(Task inputs)
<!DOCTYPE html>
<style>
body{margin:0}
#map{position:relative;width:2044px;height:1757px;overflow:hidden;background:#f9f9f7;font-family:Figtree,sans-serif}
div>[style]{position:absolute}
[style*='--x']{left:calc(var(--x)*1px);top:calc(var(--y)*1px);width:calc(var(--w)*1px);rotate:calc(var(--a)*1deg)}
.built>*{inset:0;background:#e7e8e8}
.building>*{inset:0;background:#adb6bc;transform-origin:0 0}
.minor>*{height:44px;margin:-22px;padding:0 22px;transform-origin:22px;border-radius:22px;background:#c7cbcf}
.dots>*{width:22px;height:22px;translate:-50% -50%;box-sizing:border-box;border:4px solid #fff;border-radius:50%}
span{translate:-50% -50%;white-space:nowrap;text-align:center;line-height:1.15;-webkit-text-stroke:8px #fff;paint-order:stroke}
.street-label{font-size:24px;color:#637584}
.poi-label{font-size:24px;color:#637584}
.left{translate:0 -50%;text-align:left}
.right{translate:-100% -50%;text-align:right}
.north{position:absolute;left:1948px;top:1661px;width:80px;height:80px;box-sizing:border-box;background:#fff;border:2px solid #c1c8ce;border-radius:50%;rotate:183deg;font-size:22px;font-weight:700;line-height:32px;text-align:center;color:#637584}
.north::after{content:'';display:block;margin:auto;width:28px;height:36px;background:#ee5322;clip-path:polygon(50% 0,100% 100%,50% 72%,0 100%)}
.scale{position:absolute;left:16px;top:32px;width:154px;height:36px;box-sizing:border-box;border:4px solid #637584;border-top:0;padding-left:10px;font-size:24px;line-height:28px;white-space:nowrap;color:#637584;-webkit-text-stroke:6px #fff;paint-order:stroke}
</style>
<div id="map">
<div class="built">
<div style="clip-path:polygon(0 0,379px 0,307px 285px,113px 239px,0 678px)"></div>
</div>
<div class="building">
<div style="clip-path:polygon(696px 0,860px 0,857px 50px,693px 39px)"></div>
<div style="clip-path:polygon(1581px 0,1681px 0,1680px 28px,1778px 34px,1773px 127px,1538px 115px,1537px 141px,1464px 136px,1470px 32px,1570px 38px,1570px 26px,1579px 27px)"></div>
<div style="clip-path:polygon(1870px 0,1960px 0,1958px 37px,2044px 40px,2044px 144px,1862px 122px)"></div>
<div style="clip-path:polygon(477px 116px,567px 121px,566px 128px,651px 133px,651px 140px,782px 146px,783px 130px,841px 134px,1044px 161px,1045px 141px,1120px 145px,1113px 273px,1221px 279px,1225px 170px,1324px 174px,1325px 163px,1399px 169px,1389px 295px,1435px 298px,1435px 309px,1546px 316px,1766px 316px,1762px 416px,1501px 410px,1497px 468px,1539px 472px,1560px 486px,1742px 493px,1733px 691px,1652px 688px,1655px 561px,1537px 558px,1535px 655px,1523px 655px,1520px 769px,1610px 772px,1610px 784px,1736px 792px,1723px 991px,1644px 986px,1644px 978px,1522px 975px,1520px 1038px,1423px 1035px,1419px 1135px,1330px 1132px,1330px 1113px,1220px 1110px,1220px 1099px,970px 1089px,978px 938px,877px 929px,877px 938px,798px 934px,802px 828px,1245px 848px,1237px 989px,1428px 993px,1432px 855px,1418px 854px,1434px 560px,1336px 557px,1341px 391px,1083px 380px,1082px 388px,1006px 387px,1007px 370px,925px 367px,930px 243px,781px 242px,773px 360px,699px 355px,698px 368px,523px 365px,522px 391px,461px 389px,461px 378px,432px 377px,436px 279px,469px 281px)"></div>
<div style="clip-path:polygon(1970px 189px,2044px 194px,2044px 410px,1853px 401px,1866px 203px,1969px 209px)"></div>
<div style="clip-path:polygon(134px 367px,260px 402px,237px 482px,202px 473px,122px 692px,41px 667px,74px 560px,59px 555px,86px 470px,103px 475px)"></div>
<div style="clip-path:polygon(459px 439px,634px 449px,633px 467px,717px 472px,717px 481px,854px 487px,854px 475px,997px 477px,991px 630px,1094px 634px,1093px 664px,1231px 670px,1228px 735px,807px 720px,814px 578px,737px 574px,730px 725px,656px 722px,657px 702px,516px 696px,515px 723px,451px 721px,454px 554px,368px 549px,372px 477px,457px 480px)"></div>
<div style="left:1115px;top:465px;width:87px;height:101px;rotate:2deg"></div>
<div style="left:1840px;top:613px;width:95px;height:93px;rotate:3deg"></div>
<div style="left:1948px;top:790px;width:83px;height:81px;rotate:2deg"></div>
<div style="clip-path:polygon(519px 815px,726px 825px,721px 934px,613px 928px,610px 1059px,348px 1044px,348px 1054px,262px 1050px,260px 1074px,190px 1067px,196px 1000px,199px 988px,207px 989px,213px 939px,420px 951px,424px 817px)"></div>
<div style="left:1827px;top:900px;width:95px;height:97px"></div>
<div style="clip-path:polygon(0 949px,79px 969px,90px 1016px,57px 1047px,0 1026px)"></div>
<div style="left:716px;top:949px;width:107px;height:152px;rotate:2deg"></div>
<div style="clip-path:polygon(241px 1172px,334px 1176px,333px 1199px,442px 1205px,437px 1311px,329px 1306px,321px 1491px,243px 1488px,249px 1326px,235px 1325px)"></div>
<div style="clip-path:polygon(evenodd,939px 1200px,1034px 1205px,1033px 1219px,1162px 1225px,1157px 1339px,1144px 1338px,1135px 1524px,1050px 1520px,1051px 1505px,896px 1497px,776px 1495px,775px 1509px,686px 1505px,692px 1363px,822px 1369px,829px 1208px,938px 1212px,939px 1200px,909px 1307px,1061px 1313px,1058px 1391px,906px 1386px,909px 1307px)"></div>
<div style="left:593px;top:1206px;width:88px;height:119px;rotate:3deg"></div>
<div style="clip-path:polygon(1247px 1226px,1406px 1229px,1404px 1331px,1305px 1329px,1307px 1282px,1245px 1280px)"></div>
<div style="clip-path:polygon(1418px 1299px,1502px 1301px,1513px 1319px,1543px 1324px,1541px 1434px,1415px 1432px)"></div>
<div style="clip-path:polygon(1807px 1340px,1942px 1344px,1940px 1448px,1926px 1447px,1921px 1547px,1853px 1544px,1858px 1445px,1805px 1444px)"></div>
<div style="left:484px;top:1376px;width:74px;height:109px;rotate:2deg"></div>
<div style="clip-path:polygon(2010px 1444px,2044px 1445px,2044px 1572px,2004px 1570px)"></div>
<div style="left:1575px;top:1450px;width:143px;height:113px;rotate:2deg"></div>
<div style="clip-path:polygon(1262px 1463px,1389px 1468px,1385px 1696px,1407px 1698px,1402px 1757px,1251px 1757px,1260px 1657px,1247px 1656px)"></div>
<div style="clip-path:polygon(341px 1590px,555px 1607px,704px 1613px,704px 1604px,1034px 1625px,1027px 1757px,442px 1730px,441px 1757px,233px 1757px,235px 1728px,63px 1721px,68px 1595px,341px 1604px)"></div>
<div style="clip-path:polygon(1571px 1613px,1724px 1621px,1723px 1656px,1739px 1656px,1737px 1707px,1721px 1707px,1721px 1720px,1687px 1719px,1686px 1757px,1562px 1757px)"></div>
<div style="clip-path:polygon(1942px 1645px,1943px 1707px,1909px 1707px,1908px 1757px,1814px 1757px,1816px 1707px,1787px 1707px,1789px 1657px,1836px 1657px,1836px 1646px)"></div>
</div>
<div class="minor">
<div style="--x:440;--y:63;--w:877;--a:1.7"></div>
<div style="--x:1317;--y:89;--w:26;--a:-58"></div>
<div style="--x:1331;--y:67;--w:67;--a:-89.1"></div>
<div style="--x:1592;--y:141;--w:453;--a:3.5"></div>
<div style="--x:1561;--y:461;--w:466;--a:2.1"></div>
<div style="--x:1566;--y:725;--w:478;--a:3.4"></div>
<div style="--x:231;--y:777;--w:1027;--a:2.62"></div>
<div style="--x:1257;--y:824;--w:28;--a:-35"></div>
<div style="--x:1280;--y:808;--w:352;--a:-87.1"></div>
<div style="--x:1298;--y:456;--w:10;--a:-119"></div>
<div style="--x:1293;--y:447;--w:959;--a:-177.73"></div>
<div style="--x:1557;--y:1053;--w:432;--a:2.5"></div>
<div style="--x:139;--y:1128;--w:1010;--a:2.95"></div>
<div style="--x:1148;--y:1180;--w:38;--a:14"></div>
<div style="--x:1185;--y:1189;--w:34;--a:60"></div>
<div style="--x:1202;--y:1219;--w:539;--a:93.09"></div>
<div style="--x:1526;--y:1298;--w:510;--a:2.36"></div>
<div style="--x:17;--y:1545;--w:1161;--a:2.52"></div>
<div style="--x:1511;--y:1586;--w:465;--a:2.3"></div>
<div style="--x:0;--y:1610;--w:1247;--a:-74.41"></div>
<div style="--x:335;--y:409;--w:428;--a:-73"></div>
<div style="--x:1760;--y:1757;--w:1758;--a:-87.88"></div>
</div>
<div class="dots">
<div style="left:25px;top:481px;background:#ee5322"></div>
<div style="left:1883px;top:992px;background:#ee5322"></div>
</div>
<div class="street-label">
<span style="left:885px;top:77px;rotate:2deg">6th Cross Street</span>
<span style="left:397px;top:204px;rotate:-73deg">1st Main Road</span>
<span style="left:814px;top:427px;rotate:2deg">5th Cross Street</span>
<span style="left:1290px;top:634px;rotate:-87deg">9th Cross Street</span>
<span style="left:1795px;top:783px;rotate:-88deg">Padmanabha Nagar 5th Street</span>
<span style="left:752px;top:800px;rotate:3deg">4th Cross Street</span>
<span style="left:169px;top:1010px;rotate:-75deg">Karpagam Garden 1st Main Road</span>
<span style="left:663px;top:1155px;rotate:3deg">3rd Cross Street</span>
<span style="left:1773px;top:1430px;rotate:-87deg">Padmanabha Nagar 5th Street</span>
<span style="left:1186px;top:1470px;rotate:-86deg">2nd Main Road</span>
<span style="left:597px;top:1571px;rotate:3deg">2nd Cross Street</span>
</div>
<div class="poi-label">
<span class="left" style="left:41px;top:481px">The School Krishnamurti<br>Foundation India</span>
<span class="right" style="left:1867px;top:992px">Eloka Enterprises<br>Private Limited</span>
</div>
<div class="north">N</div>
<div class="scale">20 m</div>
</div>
(End Task inputs)
• **Task brief**: Print exactly the line containing "School Krishnamurti<br>Foundation India</span>" and every line after it through the end of the records above, and nothing else.

• **Response below**:
<span class="left" style="left:41px;top:481px">The School Krishnamurti<br>Foundation India</span>
<span class="right" style="left:1867px;top:992px">Eloka Enterprises<br>Private Limited</span>
</div>
<div class="north">N</div>
<div class="scale">20 m</div>
</div>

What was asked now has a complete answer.